Foreign media mostly focus on China’s crackdown on religion, but it’s approach has become much more nuanced, says journalist Ian Johnson, author of The Souls of China: The Return of Religion After Mao, at the New York Times. Two truly global religions, Islam and Christianity, cause China’s leadership most trouble.
Ian Johnson:
Xi Jinping’s rise to power in late 2012 marks a new era, the third, in the history of the Chinese Communist Party’s religious policies. Instead of the destruction of the Mao years and the relatively laissez-faire approach of the reform period, the state has embarked on a form of highly curated revivalism.
One part of its approach rests on a deep suspicion of Christianity and Islam. The party’s policy toward Islam has been the most draconian. Some believers, especially Uighurs in the northwestern province of Xinjiang, have been subjected to a policy of forced secularization. This has included sending hundreds of thousands of Muslims to re-education camps, compelling restaurants to serve pork and alcohol, and forbidding fasting during Ramadan.

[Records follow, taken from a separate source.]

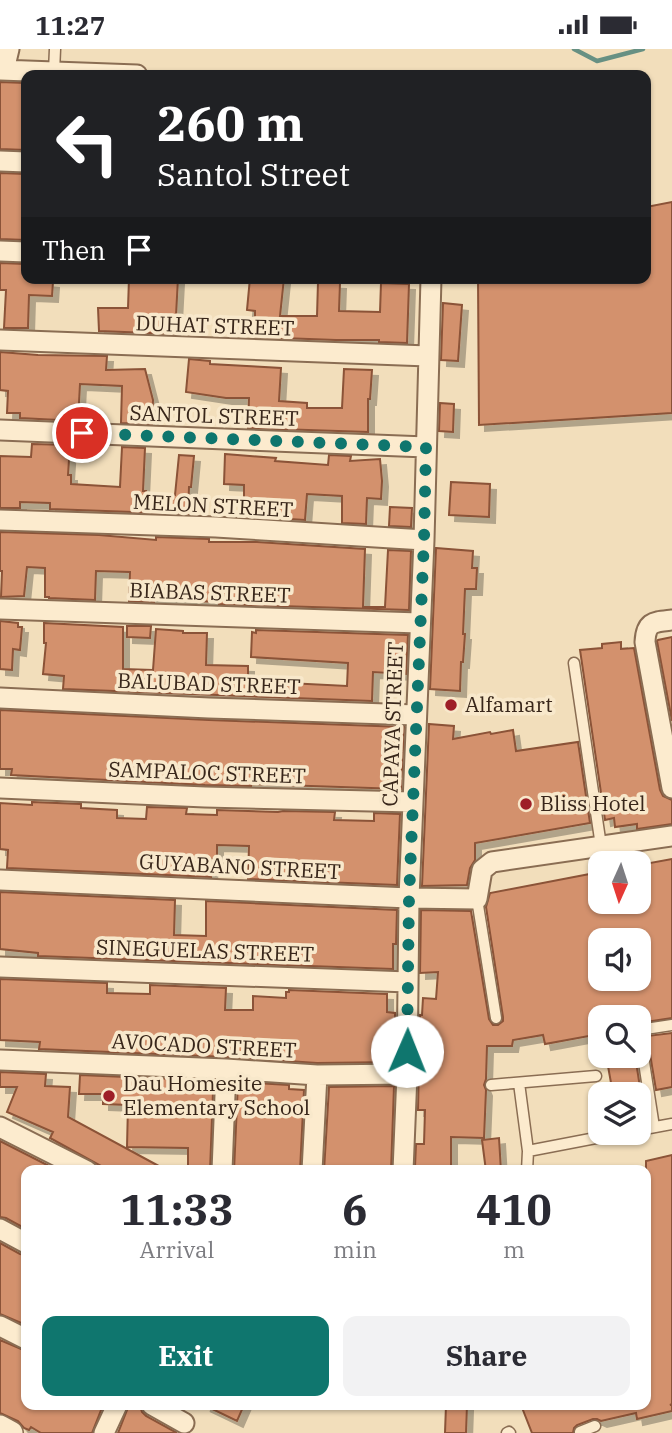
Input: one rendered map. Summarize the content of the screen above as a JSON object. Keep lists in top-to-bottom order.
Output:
{
  "streets": {
    "street": [
      "DUHAT STREET",
      "SANTOL STREET",
      "MELON STREET",
      "BIABAS STREET",
      "BALUBAD STREET",
      "CAPAYA STREET",
      "SAMPALOC STREET",
      "GUYABANO STREET",
      "SINEGUELAS STREET",
      "AVOCADO STREET"
    ]
  },
  "crossings": [
    ["DUHAT STREET", "CAPAYA STREET"],
    ["SANTOL STREET", "CAPAYA STREET"],
    ["MELON STREET", "CAPAYA STREET"],
    ["BIABAS STREET", "CAPAYA STREET"],
    ["BALUBAD STREET", "CAPAYA STREET"],
    ["CAPAYA STREET", "SAMPALOC STREET"],
    ["CAPAYA STREET", "GUYABANO STREET"],
    ["CAPAYA STREET", "SINEGUELAS STREET"],
    ["CAPAYA STREET", "AVOCADO STREET"]
  ],
  "places": ["Alfamart", "Bliss Hotel", "Dau Homesite Elementary School"],
  "north": "bottom",
  "page": {
    "status": "11:27",
    "turn": ["260 m", "Santol Street"],
    "then": "Then",
    "eta": [
      "11:33",
      "Arrival",
      "6",
      "min",
      "410",
      "m"
    ],
    "buttons": ["Exit", "Share"]
  }
}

The policy toward Christianity is more nuanced. Last year, Beijing struck a deal with the Vatican to jointly appoint Catholic bishops. The Vatican seemed to hope to reverse the decline in the number of Catholics in China. But for Beijing, the measure was a way to tighten control over the Catholic clergy — and, by extension, the church itself.
Protestantism poses an especially vexing problem for the party. It is arguably China’s fastest-growing religion, with an estimated 60 million or more adherents today (compared with one million in 1949), including some 20 to 30 million who are thought to worship in unregistered (or underground) Protestant churches. But the faith lacks a unifying structure that would allow for negotiations. And so the government has fired a few shots across the bow, closing several of the country’s best-known underground churches.
In many ways, however, the Xi administration’s embrace of traditional faiths is more radical. Since taking office, the president has met with Buddhist leaders, and his government has allowed Taoism to flourish. The state recently issued a landmark plan to improve social mores, the first such program since 2001.
The plan stems from a widespread feeling that China’s relentless drive to get ahead economically has created a spiritual vacuum, and sometimes justifies breaking rules and trampling civility. Many people do not trust one another. The government’s blueprint for handling this moral crisis calls for endorsing certain traditional beliefs.